Try it> The output is to match the entries below character for character.
-.-.-
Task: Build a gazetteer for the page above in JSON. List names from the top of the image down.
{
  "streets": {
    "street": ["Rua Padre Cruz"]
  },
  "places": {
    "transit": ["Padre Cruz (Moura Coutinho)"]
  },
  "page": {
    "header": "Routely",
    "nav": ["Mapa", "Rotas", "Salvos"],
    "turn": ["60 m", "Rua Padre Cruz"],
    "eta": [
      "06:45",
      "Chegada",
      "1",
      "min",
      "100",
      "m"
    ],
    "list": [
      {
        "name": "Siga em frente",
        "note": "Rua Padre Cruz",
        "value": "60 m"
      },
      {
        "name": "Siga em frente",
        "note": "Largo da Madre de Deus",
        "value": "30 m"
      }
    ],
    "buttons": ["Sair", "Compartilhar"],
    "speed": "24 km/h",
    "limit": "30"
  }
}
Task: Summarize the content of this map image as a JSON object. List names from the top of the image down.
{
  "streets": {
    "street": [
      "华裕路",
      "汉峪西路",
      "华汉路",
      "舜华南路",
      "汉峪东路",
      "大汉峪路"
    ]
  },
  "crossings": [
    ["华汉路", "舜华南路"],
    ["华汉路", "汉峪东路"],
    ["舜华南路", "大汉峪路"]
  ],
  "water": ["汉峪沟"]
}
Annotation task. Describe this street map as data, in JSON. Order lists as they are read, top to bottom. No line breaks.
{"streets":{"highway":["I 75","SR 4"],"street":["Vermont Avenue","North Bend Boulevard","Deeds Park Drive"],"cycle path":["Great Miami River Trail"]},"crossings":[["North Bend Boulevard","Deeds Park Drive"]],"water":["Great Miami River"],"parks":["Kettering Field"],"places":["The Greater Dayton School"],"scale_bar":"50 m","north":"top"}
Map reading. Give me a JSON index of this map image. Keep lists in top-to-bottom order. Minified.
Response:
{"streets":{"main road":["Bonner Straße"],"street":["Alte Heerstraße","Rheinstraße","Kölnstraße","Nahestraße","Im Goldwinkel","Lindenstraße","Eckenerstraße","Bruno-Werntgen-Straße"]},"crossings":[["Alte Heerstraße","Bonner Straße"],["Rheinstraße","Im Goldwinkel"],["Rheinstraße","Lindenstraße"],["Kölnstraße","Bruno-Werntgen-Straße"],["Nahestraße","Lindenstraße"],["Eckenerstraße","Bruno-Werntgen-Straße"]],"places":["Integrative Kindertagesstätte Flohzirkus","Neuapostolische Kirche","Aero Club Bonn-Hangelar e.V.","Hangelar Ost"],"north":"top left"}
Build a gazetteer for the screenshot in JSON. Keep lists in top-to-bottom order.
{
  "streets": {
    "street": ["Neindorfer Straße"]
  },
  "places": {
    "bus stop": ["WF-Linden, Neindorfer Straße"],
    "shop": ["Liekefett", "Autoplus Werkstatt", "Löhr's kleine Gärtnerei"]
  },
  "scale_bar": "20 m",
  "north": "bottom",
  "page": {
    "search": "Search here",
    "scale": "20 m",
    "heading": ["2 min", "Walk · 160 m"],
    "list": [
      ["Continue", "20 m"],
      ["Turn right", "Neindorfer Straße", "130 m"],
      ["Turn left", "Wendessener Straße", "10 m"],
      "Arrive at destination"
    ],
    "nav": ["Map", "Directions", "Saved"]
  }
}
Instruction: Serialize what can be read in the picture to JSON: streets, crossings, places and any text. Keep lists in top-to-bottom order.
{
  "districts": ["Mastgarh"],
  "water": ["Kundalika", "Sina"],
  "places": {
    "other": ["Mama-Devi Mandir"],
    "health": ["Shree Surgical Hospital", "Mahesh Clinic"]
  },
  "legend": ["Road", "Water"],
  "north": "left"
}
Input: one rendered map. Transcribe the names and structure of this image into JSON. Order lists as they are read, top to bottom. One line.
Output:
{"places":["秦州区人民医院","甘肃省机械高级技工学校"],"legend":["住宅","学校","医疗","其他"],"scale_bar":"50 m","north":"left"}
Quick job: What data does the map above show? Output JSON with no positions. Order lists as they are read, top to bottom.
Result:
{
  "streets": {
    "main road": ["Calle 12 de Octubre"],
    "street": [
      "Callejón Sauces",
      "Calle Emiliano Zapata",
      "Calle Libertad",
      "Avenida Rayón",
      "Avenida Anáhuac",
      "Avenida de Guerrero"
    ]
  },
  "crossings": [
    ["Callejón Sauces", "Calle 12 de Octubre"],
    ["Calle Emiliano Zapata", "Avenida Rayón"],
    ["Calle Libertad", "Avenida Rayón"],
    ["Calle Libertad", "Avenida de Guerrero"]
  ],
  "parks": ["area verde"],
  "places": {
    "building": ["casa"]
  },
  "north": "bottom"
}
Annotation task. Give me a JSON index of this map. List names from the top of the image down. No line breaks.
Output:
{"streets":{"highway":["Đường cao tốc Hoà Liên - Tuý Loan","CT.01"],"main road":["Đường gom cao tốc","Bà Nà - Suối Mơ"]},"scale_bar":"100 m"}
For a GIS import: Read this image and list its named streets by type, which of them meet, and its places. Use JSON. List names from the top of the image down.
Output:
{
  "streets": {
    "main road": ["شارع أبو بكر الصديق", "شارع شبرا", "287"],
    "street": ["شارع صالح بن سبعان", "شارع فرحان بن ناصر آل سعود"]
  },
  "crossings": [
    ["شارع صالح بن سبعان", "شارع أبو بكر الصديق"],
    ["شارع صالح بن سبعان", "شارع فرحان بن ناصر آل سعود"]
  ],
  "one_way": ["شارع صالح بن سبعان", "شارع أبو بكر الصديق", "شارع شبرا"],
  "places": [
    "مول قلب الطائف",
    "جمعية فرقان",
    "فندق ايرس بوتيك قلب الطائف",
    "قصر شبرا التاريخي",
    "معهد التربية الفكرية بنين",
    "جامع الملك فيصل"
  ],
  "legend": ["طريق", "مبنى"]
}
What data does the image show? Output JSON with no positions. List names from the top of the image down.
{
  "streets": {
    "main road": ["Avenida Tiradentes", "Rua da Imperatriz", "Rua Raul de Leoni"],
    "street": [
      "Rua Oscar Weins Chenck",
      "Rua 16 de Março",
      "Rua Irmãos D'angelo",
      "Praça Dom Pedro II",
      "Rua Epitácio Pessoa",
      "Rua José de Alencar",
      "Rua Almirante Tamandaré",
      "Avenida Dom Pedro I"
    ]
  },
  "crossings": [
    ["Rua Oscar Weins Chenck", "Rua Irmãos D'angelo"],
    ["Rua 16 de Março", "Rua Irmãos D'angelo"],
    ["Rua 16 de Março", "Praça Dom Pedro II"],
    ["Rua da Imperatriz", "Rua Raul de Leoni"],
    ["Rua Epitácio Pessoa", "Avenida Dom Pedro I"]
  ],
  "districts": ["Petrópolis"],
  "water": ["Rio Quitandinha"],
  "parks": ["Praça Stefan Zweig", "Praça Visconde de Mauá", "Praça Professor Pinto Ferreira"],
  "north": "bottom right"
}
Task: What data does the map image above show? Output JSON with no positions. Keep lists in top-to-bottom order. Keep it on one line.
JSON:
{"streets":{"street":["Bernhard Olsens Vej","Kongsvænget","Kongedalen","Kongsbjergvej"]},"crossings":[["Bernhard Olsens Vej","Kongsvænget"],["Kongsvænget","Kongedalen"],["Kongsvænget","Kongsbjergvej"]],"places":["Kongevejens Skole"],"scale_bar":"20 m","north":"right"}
-.-.-
Response>
Task: Build a gazetteer for the page above in JSON. List names from the top of the image down.
{
  "streets": {
    "street": ["Rua Padre Cruz"]
  },
  "places": {
    "transit": ["Padre Cruz (Moura Coutinho)"]
  },
  "page": {
    "header": "Routely",
    "nav": ["Mapa", "Rotas", "Salvos"],
    "turn": ["60 m", "Rua Padre Cruz"],
    "eta": [
      "06:45",
      "Chegada",
      "1",
      "min",
      "100",
      "m"
    ],
    "list": [
      {
        "name": "Siga em frente",
        "note": "Rua Padre Cruz",
        "value": "60 m"
      },
      {
        "name": "Siga em frente",
        "note": "Largo da Madre de Deus",
        "value": "30 m"
      }
    ],
    "buttons": ["Sair", "Compartilhar"],
    "speed": "24 km/h",
    "limit": "30"
  }
}
Task: Summarize the content of this map image as a JSON object. List names from the top of the image down.
{
  "streets": {
    "street": [
      "华裕路",
      "汉峪西路",
      "华汉路",
      "舜华南路",
      "汉峪东路",
      "大汉峪路"
    ]
  },
  "crossings": [
    ["华汉路", "舜华南路"],
    ["华汉路", "汉峪东路"],
    ["舜华南路", "大汉峪路"]
  ],
  "water": ["汉峪沟"]
}
Annotation task. Describe this street map as data, in JSON. Order lists as they are read, top to bottom. No line breaks.
{"streets":{"highway":["I 75","SR 4"],"street":["Vermont Avenue","North Bend Boulevard","Deeds Park Drive"],"cycle path":["Great Miami River Trail"]},"crossings":[["North Bend Boulevard","Deeds Park Drive"]],"water":["Great Miami River"],"parks":["Kettering Field"],"places":["The Greater Dayton School"],"scale_bar":"50 m","north":"top"}
Map reading. Give me a JSON index of this map image. Keep lists in top-to-bottom order. Minified.
Response:
{"streets":{"main road":["Bonner Straße"],"street":["Alte Heerstraße","Rheinstraße","Kölnstraße","Nahestraße","Im Goldwinkel","Lindenstraße","Eckenerstraße","Bruno-Werntgen-Straße"]},"crossings":[["Alte Heerstraße","Bonner Straße"],["Rheinstraße","Im Goldwinkel"],["Rheinstraße","Lindenstraße"],["Kölnstraße","Bruno-Werntgen-Straße"],["Nahestraße","Lindenstraße"],["Eckenerstraße","Bruno-Werntgen-Straße"]],"places":["Integrative Kindertagesstätte Flohzirkus","Neuapostolische Kirche","Aero Club Bonn-Hangelar e.V.","Hangelar Ost"],"north":"top left"}
Build a gazetteer for the screenshot in JSON. Keep lists in top-to-bottom order.
{
  "streets": {
    "street": ["Neindorfer Straße"]
  },
  "places": {
    "bus stop": ["WF-Linden, Neindorfer Straße"],
    "shop": ["Liekefett", "Autoplus Werkstatt", "Löhr's kleine Gärtnerei"]
  },
  "scale_bar": "20 m",
  "north": "bottom",
  "page": {
    "search": "Search here",
    "scale": "20 m",
    "heading": ["2 min", "Walk · 160 m"],
    "list": [
      ["Continue", "20 m"],
      ["Turn right", "Neindorfer Straße", "130 m"],
      ["Turn left", "Wendessener Straße", "10 m"],
      "Arrive at destination"
    ],
    "nav": ["Map", "Directions", "Saved"]
  }
}
Instruction: Serialize what can be read in the picture to JSON: streets, crossings, places and any text. Keep lists in top-to-bottom order.
{
  "districts": ["Mastgarh"],
  "water": ["Kundalika", "Sina"],
  "places": {
    "other": ["Mama-Devi Mandir"],
    "health": ["Shree Surgical Hospital", "Mahesh Clinic"]
  },
  "legend": ["Road", "Water"],
  "north": "left"
}
Input: one rendered map. Transcribe the names and structure of this image into JSON. Order lists as they are read, top to bottom. One line.
Output:
{"places":["秦州区人民医院","甘肃省机械高级技工学校"],"legend":["住宅","学校","医疗","其他"],"scale_bar":"50 m","north":"left"}
Quick job: What data does the map above show? Output JSON with no positions. Order lists as they are read, top to bottom.
Result:
{
  "streets": {
    "main road": ["Calle 12 de Octubre"],
    "street": [
      "Callejón Sauces",
      "Calle Emiliano Zapata",
      "Calle Libertad",
      "Avenida Rayón",
      "Avenida Anáhuac",
      "Avenida de Guerrero"
    ]
  },
  "crossings": [
    ["Callejón Sauces", "Calle 12 de Octubre"],
    ["Calle Emiliano Zapata", "Avenida Rayón"],
    ["Calle Libertad", "Avenida Rayón"],
    ["Calle Libertad", "Avenida de Guerrero"]
  ],
  "parks": ["area verde"],
  "places": {
    "building": ["casa"]
  },
  "north": "bottom"
}
Annotation task. Give me a JSON index of this map. List names from the top of the image down. No line breaks.
Output:
{"streets":{"highway":["Đường cao tốc Hoà Liên - Tuý Loan","CT.01"],"main road":["Đường gom cao tốc","Bà Nà - Suối Mơ"]},"scale_bar":"100 m"}
For a GIS import: Read this image and list its named streets by type, which of them meet, and its places. Use JSON. List names from the top of the image down.
Output:
{
  "streets": {
    "main road": ["شارع أبو بكر الصديق", "شارع شبرا", "287"],
    "street": ["شارع صالح بن سبعان", "شارع فرحان بن ناصر آل سعود"]
  },
  "crossings": [
    ["شارع صالح بن سبعان", "شارع أبو بكر الصديق"],
    ["شارع صالح بن سبعان", "شارع فرحان بن ناصر آل سعود"]
  ],
  "one_way": ["شارع صالح بن سبعان", "شارع أبو بكر الصديق", "شارع شبرا"],
  "places": [
    "مول قلب الطائف",
    "جمعية فرقان",
    "فندق ايرس بوتيك قلب الطائف",
    "قصر شبرا التاريخي",
    "معهد التربية الفكرية بنين",
    "جامع الملك فيصل"
  ],
  "legend": ["طريق", "مبنى"]
}
What data does the image show? Output JSON with no positions. List names from the top of the image down.
{
  "streets": {
    "main road": ["Avenida Tiradentes", "Rua da Imperatriz", "Rua Raul de Leoni"],
    "street": [
      "Rua Oscar Weins Chenck",
      "Rua 16 de Março",
      "Rua Irmãos D'angelo",
      "Praça Dom Pedro II",
      "Rua Epitácio Pessoa",
      "Rua José de Alencar",
      "Rua Almirante Tamandaré",
      "Avenida Dom Pedro I"
    ]
  },
  "crossings": [
    ["Rua Oscar Weins Chenck", "Rua Irmãos D'angelo"],
    ["Rua 16 de Março", "Rua Irmãos D'angelo"],
    ["Rua 16 de Março", "Praça Dom Pedro II"],
    ["Rua da Imperatriz", "Rua Raul de Leoni"],
    ["Rua Epitácio Pessoa", "Avenida Dom Pedro I"]
  ],
  "districts": ["Petrópolis"],
  "water": ["Rio Quitandinha"],
  "parks": ["Praça Stefan Zweig", "Praça Visconde de Mauá", "Praça Professor Pinto Ferreira"],
  "north": "bottom right"
}
Task: What data does the map image above show? Output JSON with no positions. Keep lists in top-to-bottom order. Keep it on one line.
JSON:
{"streets":{"street":["Bernhard Olsens Vej","Kongsvænget","Kongedalen","Kongsbjergvej"]},"crossings":[["Bernhard Olsens Vej","Kongsvænget"],["Kongsvænget","Kongedalen"],["Kongsvænget","Kongsbjergvej"]],"places":["Kongevejens Skole"],"scale_bar":"20 m","north":"right"}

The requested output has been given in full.